LAM do you have any links to this information being published?


----------



## LAM (Jul 12, 2002)

do a Internet search on "natural enzyme in cow's milk" there are hundreds of articles on this topic..

some studies even showed that when baby cows where feed pasteurized milk from their own mothers that death has occured in several months...


----------



## Mudge (Jul 12, 2002)

Heres a nasty one:
http://www.all-creatures.org/health/milk.html

and another

http://www.vnn.org/editorials/ET9907/ET31-4409.html


----------



## Pitboss (Jul 12, 2002)

> _*Originally posted by LAM *_
> some studies even showed that when baby cows where feed pasteurized milk from their own mothers that death has occured in several months...

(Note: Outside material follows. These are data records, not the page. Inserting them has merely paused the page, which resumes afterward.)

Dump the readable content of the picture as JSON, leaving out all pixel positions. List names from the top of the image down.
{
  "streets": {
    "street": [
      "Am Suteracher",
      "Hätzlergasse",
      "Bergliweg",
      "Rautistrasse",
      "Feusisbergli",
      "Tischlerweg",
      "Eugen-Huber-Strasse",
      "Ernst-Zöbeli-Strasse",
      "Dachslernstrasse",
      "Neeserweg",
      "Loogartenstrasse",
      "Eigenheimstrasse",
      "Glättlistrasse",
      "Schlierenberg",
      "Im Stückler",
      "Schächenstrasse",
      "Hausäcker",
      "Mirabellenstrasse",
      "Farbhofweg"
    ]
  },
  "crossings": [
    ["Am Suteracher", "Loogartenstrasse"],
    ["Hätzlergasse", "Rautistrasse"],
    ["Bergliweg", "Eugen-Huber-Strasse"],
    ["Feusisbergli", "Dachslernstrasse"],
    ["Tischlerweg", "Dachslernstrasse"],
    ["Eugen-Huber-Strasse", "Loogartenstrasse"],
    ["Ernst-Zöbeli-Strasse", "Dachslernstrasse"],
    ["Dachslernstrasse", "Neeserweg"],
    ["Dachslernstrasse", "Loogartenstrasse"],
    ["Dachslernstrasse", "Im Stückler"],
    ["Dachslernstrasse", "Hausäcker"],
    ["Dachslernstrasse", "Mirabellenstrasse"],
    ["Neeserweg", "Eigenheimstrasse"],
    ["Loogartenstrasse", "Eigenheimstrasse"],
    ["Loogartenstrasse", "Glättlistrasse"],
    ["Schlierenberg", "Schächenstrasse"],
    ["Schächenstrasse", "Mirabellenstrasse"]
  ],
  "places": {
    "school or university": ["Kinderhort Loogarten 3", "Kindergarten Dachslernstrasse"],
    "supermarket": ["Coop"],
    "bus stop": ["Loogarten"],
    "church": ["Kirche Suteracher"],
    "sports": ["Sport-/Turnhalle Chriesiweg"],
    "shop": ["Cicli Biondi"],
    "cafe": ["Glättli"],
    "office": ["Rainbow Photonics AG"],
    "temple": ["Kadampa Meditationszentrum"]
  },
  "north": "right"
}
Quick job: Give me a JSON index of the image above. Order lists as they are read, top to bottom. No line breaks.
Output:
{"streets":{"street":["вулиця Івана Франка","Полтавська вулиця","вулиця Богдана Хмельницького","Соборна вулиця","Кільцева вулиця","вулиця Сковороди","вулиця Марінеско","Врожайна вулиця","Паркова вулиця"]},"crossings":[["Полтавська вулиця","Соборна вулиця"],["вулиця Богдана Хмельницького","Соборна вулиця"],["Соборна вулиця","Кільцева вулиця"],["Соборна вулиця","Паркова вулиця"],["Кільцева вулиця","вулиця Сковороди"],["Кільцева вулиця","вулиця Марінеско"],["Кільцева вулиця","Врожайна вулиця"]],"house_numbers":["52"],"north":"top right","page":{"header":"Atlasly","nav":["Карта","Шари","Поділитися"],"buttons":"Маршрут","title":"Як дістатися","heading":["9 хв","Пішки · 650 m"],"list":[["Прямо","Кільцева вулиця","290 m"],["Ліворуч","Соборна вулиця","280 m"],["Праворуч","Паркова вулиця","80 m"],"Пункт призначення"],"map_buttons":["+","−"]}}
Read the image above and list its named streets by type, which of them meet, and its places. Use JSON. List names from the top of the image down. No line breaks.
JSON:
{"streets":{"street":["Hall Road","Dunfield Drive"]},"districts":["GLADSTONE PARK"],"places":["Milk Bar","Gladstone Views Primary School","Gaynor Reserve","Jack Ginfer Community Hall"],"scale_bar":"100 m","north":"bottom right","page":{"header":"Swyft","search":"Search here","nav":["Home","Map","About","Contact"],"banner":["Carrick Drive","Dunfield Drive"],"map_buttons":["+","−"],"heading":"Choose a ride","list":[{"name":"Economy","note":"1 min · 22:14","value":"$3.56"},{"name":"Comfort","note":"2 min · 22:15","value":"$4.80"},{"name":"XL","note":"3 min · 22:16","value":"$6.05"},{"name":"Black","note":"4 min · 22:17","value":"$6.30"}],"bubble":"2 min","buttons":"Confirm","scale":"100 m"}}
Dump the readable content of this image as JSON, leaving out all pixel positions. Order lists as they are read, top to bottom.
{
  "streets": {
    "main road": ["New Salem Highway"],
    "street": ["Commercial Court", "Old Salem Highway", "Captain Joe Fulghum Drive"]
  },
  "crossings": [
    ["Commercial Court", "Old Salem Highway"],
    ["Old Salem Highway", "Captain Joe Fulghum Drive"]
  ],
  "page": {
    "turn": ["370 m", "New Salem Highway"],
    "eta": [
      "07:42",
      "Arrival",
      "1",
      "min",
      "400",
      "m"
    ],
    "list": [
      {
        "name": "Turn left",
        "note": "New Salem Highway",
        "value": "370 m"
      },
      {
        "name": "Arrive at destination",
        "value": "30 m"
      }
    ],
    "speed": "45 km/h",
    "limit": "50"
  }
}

huh????  How do they pasteurize it in the COW?????


----------



## Mudge (Jul 12, 2002)

No dude, milk the cow, pasteurize it, and give it to the "baby cow" aka calf. In other words, out of a jug just about, other than it was from thier own mother, I found this on one of the sites linked from my Google search.


----------



## bigss75 (Jul 12, 2002)

Why is it that with milk the protien powder mixes easier. When I mix mine with water it is always cumpy.


----------



## ALBOB (Jul 16, 2002)

Just tried a combination you might like.  I mixed 12 oz. Crystal Light "Tangerine-Strawberry" with a vanilla whey protein.  OUTSTANDING!!!!  Tastes just like a cream cicle from the ice cream truck.   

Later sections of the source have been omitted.